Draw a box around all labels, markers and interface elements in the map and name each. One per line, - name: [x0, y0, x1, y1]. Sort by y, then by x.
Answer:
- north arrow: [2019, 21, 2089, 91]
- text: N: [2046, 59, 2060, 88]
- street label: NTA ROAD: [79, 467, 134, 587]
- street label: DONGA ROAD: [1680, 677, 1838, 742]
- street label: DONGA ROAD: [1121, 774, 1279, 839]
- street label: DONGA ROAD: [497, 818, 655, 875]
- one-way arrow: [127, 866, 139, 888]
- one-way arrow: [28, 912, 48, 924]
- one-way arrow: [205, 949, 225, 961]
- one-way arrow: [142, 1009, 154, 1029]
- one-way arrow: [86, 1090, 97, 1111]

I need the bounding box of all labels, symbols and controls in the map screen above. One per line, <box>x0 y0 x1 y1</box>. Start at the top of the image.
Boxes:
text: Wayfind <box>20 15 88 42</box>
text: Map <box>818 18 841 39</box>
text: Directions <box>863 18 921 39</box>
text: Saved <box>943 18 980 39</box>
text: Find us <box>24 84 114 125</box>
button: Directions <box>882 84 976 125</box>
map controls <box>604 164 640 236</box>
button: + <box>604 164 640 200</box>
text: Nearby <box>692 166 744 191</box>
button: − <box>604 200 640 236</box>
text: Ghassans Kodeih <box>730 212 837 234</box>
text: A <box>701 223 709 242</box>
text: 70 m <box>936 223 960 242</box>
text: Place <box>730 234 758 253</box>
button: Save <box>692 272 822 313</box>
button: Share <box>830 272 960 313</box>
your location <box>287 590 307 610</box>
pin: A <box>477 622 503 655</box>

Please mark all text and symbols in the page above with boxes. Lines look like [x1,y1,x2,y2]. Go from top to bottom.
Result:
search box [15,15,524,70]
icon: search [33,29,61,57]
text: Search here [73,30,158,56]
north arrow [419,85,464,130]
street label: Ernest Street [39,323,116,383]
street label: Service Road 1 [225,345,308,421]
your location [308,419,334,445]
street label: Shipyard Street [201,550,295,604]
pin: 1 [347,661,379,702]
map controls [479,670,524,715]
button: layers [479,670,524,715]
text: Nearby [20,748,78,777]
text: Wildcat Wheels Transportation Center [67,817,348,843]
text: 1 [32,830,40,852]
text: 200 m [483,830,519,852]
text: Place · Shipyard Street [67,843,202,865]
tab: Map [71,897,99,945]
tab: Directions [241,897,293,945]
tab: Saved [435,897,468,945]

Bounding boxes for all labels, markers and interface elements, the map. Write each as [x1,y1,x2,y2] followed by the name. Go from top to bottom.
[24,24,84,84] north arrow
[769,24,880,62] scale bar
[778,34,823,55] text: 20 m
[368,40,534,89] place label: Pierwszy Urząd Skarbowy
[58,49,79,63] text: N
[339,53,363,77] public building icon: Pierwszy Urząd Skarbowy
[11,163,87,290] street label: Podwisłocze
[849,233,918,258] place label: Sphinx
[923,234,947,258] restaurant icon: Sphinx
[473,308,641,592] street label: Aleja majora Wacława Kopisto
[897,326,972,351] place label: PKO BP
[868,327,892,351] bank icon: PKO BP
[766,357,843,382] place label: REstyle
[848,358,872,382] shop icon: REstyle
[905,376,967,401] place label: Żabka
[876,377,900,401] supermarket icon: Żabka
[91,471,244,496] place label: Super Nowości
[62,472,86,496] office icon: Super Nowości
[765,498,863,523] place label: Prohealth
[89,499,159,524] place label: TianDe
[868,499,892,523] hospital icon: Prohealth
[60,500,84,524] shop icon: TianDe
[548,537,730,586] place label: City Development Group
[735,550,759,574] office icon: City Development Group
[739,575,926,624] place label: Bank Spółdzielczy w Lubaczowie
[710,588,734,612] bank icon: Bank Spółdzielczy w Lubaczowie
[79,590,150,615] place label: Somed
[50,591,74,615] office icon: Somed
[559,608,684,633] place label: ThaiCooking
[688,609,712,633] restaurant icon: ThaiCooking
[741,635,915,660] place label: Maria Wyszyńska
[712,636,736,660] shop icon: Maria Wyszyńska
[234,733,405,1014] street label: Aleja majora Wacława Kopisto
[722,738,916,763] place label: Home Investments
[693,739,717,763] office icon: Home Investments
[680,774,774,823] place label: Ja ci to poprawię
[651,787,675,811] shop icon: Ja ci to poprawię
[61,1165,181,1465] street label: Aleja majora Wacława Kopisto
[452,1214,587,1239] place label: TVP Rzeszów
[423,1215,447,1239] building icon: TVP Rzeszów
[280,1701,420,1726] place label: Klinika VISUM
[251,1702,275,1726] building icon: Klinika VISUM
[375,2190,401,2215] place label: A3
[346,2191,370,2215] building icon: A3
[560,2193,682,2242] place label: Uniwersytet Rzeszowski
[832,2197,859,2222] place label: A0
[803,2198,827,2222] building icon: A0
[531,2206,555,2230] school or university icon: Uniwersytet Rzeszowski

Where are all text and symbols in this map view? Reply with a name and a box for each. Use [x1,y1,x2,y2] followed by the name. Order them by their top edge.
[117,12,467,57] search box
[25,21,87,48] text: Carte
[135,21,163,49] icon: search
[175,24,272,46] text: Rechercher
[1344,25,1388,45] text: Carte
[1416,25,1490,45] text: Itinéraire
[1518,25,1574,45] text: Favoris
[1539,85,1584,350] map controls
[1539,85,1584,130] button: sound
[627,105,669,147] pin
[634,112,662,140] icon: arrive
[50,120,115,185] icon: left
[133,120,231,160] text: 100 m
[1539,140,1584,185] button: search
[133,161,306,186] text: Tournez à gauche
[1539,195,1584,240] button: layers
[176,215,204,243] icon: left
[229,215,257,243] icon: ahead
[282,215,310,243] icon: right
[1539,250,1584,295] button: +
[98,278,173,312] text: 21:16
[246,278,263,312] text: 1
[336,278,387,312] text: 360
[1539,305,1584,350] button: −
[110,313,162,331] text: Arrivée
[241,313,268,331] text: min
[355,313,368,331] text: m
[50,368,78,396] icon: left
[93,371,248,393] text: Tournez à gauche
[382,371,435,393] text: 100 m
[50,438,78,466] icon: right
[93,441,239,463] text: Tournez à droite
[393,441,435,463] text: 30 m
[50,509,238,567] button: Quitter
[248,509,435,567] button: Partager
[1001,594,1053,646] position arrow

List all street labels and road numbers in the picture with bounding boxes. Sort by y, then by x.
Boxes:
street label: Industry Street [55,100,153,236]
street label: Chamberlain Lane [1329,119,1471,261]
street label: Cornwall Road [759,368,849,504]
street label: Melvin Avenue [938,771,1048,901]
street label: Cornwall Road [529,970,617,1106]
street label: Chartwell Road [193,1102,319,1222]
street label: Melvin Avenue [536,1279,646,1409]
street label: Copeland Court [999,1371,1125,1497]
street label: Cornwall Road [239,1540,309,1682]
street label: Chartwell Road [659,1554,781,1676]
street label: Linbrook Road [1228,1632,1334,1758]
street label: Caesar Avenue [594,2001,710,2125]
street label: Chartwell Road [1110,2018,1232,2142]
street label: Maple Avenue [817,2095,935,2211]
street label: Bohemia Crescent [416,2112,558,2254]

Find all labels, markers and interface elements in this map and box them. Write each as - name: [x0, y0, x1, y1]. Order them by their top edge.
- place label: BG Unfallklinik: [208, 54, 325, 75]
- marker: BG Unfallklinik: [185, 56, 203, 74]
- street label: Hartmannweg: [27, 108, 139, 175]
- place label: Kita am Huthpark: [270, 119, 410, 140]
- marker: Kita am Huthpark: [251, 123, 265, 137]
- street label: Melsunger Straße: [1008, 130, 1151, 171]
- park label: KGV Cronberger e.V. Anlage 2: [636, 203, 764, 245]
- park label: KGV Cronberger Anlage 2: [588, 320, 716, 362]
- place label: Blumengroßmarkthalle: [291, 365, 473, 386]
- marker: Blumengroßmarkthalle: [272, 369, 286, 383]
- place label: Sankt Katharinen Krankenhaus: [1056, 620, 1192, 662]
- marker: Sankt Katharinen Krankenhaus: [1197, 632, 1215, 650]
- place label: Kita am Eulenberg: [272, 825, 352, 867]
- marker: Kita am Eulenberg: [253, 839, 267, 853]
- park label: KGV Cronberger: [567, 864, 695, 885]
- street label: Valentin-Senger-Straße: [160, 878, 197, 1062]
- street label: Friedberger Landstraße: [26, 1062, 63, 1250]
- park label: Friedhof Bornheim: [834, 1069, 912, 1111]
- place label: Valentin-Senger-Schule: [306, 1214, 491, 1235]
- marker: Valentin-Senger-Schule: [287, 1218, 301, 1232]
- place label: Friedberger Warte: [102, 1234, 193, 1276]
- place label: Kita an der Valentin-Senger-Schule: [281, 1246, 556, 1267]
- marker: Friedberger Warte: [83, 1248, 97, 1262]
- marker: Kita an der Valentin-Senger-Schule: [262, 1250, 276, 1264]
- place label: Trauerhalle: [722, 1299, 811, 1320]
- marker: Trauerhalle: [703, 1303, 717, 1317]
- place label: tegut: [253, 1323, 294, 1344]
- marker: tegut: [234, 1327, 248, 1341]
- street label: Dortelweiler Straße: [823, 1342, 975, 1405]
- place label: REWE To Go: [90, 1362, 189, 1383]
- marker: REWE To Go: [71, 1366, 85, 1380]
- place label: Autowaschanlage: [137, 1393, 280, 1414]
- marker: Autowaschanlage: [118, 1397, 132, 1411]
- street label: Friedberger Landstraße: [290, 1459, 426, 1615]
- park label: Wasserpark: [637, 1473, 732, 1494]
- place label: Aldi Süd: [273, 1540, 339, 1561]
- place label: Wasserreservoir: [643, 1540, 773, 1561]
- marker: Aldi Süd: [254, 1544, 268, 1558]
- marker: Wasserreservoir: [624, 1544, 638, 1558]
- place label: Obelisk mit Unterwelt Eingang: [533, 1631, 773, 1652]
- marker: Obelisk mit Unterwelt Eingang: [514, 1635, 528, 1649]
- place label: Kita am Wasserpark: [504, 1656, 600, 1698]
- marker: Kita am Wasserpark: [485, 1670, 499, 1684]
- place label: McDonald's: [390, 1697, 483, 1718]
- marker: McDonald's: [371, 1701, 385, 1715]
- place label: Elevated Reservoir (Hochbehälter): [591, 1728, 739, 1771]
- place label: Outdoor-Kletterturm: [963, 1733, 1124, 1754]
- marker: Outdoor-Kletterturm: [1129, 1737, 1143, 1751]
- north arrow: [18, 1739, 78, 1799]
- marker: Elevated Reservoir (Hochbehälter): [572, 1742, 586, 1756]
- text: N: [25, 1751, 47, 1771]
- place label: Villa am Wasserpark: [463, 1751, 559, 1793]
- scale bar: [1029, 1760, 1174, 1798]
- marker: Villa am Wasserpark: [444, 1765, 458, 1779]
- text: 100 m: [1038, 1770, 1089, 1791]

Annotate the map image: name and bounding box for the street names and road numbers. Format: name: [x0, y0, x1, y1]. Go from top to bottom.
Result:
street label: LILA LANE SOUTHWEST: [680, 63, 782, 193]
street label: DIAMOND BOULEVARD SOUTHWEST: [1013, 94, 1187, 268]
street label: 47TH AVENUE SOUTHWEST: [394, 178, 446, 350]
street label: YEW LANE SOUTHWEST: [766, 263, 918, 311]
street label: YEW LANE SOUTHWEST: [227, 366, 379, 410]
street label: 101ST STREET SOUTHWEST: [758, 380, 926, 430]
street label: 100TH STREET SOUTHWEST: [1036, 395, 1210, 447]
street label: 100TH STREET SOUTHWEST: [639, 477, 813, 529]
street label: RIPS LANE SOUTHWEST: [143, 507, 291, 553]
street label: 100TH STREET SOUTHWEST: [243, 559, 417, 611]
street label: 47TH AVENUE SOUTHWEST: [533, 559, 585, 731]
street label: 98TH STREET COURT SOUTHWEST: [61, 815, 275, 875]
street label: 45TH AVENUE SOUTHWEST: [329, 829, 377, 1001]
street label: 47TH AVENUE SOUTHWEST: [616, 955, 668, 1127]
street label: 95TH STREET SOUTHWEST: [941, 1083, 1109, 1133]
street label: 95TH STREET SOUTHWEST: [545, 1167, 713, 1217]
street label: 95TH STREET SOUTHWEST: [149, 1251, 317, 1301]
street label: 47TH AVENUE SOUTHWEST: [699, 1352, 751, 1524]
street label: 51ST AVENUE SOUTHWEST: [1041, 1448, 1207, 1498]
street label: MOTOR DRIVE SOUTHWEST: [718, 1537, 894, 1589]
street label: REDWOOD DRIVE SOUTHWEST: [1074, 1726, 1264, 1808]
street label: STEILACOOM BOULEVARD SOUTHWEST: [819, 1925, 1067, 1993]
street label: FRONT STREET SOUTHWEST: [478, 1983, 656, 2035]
═══
## REQUIREMENT
Note how many lines in the material contain the string "Schule", and give that number alone.

## WRITTEN RESPONSE
4